Go through the listing below, count the lines that contain "Avenue", and state the number alone.

=======

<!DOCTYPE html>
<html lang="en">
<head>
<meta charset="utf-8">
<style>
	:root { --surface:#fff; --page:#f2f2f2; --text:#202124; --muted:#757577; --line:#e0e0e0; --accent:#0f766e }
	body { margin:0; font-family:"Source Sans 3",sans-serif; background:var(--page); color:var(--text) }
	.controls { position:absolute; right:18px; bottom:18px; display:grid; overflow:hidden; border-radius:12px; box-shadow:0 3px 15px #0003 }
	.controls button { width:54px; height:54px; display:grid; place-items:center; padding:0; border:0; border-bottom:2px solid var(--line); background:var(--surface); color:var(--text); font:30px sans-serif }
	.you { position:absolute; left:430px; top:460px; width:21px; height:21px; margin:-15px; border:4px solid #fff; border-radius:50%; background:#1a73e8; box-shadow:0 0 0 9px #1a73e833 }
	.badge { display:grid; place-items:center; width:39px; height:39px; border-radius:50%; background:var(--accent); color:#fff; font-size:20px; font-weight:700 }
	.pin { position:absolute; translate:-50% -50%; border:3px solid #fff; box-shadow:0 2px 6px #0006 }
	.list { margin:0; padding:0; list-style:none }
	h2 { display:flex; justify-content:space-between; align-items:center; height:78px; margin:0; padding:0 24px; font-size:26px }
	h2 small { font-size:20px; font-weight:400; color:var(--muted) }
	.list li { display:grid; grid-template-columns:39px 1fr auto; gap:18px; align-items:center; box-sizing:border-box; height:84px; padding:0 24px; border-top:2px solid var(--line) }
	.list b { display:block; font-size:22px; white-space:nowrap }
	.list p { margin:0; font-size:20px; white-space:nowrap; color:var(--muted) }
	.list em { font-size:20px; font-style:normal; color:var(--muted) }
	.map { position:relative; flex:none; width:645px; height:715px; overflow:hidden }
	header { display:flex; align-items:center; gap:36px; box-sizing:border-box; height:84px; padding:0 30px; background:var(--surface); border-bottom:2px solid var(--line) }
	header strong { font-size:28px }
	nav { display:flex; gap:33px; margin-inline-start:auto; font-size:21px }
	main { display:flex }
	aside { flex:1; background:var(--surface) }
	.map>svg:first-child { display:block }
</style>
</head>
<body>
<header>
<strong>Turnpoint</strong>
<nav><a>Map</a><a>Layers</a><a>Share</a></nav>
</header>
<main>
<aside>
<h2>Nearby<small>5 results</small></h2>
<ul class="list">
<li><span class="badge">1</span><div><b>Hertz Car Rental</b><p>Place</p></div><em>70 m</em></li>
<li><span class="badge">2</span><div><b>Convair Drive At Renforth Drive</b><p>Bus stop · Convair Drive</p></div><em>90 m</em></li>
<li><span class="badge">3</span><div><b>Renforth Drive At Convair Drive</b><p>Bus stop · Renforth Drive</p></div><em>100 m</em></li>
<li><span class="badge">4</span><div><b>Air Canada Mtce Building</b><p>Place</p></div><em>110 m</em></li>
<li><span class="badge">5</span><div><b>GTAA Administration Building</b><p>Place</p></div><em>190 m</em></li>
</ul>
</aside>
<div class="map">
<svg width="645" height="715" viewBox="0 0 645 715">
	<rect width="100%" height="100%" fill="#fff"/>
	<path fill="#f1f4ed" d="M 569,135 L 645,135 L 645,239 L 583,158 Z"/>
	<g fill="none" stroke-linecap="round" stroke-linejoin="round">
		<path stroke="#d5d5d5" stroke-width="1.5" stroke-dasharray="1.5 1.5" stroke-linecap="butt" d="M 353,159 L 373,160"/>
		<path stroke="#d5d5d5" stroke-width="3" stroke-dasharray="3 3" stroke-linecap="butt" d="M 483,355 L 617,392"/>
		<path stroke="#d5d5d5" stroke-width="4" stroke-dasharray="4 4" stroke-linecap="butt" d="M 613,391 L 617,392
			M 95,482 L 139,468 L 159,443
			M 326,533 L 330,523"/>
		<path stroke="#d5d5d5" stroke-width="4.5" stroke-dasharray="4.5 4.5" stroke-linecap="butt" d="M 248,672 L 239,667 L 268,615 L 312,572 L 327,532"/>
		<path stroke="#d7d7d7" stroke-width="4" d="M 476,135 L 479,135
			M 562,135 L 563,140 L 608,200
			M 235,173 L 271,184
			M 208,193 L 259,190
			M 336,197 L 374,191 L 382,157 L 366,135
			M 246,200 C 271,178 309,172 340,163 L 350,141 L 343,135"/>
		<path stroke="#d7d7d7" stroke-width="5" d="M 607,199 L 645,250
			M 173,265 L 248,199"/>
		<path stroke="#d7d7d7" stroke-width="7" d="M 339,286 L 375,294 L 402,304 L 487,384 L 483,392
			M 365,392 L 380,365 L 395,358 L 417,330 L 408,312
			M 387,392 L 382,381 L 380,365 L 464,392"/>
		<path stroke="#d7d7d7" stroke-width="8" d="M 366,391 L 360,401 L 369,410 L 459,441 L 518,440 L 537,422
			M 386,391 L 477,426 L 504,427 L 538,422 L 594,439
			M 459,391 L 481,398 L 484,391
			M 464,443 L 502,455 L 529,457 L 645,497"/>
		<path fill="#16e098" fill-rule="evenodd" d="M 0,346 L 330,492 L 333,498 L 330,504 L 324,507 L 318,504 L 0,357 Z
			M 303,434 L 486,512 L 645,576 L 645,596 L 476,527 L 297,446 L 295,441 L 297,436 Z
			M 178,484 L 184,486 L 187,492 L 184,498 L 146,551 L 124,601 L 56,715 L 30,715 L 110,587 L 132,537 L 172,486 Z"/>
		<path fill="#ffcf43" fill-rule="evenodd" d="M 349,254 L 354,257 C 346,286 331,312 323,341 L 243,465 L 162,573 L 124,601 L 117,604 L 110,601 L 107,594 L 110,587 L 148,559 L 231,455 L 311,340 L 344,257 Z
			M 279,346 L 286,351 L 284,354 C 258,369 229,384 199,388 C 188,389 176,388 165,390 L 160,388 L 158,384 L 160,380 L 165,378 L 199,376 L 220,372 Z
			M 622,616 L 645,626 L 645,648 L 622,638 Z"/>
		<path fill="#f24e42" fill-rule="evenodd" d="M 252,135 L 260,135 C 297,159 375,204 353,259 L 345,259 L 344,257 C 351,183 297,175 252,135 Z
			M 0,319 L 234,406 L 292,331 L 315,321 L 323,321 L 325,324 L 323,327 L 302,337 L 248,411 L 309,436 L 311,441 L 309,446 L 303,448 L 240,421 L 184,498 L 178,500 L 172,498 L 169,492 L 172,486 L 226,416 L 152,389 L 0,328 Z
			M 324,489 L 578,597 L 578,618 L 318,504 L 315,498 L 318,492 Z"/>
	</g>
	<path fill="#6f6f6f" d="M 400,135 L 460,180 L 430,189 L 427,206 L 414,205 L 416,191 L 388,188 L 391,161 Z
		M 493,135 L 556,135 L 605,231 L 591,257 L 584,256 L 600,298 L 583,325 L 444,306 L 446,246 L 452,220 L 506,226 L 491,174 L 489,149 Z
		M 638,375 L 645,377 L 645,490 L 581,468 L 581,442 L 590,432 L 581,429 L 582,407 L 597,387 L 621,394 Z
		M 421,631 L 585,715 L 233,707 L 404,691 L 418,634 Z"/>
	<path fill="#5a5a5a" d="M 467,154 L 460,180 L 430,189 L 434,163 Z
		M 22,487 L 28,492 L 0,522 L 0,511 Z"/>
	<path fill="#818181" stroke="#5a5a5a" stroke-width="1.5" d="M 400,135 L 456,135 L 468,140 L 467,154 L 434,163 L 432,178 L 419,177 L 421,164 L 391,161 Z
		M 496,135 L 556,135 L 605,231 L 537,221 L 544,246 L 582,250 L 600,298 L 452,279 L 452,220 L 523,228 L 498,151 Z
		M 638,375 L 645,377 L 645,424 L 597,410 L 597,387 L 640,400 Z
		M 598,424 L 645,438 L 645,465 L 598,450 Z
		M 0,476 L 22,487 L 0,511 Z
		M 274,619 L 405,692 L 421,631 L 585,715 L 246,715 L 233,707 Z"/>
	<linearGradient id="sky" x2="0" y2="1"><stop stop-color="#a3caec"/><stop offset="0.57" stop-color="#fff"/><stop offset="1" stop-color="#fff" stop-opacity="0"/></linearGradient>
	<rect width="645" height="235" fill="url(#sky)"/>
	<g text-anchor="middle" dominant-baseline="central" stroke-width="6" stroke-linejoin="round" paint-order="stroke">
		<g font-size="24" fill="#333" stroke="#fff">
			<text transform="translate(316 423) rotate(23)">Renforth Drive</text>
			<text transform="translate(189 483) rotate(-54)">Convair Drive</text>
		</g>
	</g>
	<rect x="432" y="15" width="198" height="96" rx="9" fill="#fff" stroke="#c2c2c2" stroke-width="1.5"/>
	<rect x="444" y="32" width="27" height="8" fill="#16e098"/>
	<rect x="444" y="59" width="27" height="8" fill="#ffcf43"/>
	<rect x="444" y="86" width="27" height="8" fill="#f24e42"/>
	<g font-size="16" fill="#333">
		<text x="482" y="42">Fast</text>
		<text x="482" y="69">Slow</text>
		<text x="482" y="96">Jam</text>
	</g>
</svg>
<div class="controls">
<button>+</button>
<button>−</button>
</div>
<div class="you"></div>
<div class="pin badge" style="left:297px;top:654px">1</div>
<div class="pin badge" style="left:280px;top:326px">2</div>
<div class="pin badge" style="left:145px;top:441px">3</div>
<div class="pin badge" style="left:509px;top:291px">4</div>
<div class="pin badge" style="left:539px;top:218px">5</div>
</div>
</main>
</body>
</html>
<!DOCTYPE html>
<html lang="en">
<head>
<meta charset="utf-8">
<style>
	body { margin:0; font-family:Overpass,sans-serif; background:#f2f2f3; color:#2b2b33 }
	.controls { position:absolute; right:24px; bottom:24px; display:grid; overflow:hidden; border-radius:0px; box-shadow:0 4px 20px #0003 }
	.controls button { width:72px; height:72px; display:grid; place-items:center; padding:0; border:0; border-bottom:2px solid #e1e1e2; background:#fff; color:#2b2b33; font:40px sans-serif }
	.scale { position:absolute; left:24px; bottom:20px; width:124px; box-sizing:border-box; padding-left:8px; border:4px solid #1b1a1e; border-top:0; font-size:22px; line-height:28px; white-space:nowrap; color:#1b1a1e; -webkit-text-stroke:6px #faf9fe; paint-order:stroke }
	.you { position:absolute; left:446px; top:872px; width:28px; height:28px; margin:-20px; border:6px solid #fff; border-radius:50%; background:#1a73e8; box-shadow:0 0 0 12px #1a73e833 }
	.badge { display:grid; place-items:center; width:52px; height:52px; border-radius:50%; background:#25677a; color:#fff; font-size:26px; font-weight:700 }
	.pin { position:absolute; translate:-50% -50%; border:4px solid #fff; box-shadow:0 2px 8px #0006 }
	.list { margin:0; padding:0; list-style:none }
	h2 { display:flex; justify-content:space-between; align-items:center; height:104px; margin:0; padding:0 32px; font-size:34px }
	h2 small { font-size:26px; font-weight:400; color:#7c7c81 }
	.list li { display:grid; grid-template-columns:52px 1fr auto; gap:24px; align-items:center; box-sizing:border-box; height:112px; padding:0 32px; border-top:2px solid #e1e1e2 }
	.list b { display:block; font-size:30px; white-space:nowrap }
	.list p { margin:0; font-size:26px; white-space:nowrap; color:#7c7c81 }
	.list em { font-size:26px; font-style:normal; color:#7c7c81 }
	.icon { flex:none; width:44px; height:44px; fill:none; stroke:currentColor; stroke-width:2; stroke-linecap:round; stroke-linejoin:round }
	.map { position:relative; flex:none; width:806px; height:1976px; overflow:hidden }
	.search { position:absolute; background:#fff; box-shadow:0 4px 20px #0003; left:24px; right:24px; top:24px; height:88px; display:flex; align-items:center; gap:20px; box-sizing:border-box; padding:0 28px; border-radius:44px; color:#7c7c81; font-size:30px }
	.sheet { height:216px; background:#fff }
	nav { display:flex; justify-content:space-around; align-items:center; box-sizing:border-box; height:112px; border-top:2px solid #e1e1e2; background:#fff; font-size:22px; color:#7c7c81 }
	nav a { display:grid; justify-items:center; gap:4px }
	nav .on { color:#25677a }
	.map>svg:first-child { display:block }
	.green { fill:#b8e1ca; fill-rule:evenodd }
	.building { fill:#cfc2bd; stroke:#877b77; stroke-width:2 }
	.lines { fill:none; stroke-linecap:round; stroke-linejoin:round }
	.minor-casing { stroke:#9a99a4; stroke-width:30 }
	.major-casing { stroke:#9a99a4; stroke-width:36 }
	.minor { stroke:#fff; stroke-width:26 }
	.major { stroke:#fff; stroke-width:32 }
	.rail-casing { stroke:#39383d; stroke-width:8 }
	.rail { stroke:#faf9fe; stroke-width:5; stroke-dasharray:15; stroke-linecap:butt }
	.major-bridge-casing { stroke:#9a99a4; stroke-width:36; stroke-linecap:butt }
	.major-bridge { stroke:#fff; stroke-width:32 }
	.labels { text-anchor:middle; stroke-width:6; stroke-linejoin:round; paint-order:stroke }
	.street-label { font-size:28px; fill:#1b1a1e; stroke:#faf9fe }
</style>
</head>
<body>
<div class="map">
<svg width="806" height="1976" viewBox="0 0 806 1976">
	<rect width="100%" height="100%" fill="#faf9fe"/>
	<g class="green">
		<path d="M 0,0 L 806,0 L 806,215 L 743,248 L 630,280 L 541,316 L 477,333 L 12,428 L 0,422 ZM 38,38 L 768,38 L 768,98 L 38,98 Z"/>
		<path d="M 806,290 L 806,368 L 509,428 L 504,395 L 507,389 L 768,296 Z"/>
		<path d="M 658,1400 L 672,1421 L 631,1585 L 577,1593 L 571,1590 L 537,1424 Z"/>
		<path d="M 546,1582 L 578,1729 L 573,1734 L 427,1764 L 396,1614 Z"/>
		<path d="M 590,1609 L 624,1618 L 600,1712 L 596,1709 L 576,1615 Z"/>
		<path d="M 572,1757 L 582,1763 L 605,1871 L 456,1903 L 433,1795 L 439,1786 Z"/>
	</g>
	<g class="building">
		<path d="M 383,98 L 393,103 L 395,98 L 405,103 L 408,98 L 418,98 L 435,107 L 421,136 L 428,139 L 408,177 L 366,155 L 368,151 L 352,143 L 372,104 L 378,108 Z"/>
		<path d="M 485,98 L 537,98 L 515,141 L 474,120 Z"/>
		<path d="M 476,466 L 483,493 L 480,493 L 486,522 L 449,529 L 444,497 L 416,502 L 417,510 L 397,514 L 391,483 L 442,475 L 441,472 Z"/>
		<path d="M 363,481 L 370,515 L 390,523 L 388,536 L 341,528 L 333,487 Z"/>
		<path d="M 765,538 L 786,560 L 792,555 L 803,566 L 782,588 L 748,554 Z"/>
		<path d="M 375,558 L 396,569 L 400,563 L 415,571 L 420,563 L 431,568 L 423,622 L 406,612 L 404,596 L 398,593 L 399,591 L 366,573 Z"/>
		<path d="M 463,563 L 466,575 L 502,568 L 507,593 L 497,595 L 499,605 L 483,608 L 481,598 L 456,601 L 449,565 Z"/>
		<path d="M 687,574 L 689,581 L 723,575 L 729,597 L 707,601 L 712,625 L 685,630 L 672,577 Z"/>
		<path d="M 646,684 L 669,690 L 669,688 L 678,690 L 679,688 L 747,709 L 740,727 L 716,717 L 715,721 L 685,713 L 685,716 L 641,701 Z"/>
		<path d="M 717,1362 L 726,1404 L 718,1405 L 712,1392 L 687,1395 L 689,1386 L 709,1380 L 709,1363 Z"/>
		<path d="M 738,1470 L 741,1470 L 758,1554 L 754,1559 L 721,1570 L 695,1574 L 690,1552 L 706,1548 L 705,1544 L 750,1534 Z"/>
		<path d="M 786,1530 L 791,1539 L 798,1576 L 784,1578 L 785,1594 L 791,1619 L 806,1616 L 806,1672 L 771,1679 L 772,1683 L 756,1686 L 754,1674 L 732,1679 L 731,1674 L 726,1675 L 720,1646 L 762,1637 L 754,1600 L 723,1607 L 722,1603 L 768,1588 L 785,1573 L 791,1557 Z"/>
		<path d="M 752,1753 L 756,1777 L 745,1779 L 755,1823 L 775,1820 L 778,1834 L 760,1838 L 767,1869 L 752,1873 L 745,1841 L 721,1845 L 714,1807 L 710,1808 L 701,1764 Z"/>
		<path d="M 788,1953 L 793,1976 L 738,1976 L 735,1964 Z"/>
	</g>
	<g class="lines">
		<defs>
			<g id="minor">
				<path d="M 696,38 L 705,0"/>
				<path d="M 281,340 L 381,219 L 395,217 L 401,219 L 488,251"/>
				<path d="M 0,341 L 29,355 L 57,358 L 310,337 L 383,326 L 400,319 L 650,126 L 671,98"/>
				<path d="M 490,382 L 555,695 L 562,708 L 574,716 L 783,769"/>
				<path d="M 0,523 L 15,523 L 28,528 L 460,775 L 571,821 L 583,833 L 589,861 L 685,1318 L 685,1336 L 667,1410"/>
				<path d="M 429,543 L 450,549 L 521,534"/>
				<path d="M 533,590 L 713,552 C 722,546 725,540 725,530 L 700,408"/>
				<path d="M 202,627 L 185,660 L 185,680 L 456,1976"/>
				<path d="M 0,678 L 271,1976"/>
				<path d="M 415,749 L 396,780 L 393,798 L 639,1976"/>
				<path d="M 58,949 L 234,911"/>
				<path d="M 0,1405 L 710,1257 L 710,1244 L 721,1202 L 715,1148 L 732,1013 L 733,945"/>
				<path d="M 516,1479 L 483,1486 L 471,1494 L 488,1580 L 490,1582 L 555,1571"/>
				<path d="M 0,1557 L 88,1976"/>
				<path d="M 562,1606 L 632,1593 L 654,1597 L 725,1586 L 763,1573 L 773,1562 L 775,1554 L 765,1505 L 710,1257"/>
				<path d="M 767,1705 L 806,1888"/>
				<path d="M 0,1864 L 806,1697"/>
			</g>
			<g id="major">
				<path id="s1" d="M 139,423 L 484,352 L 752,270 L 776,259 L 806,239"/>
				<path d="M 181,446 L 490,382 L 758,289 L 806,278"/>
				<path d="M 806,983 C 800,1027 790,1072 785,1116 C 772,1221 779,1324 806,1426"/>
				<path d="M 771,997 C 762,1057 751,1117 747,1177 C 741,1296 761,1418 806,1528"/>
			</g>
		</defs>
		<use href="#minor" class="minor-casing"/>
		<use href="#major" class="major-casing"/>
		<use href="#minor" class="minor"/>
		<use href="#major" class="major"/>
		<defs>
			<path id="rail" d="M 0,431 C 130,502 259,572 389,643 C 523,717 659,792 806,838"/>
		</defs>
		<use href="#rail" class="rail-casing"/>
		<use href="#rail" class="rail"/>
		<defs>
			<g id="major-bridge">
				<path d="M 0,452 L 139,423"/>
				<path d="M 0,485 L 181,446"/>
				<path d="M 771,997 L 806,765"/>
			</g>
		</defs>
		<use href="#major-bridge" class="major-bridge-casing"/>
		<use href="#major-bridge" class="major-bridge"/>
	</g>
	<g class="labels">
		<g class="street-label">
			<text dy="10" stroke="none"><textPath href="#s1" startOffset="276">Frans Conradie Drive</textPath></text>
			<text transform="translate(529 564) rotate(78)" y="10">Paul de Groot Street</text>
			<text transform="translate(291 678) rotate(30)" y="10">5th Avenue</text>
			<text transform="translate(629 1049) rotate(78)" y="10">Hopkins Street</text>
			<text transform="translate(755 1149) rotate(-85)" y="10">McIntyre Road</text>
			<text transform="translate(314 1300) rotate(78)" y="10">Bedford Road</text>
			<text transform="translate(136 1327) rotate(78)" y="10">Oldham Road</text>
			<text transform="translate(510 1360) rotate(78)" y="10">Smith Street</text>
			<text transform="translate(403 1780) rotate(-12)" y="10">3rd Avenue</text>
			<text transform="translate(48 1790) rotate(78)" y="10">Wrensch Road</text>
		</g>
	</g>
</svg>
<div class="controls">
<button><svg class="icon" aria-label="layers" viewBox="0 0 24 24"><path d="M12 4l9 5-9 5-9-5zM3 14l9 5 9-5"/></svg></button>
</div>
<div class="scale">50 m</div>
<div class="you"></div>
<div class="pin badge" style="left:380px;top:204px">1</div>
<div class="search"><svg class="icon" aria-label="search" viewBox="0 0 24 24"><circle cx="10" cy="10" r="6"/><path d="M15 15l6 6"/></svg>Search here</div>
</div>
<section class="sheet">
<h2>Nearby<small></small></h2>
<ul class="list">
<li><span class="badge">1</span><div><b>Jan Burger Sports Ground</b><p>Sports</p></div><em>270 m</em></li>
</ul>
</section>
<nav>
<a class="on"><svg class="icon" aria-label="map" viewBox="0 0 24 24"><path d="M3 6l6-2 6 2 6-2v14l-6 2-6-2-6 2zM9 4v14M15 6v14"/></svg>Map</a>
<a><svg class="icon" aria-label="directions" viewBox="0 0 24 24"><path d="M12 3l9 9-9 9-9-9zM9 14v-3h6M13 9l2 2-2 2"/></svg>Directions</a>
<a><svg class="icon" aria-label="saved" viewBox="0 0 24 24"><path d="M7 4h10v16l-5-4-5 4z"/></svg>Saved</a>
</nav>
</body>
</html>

=======

> TASK SOLUTION
2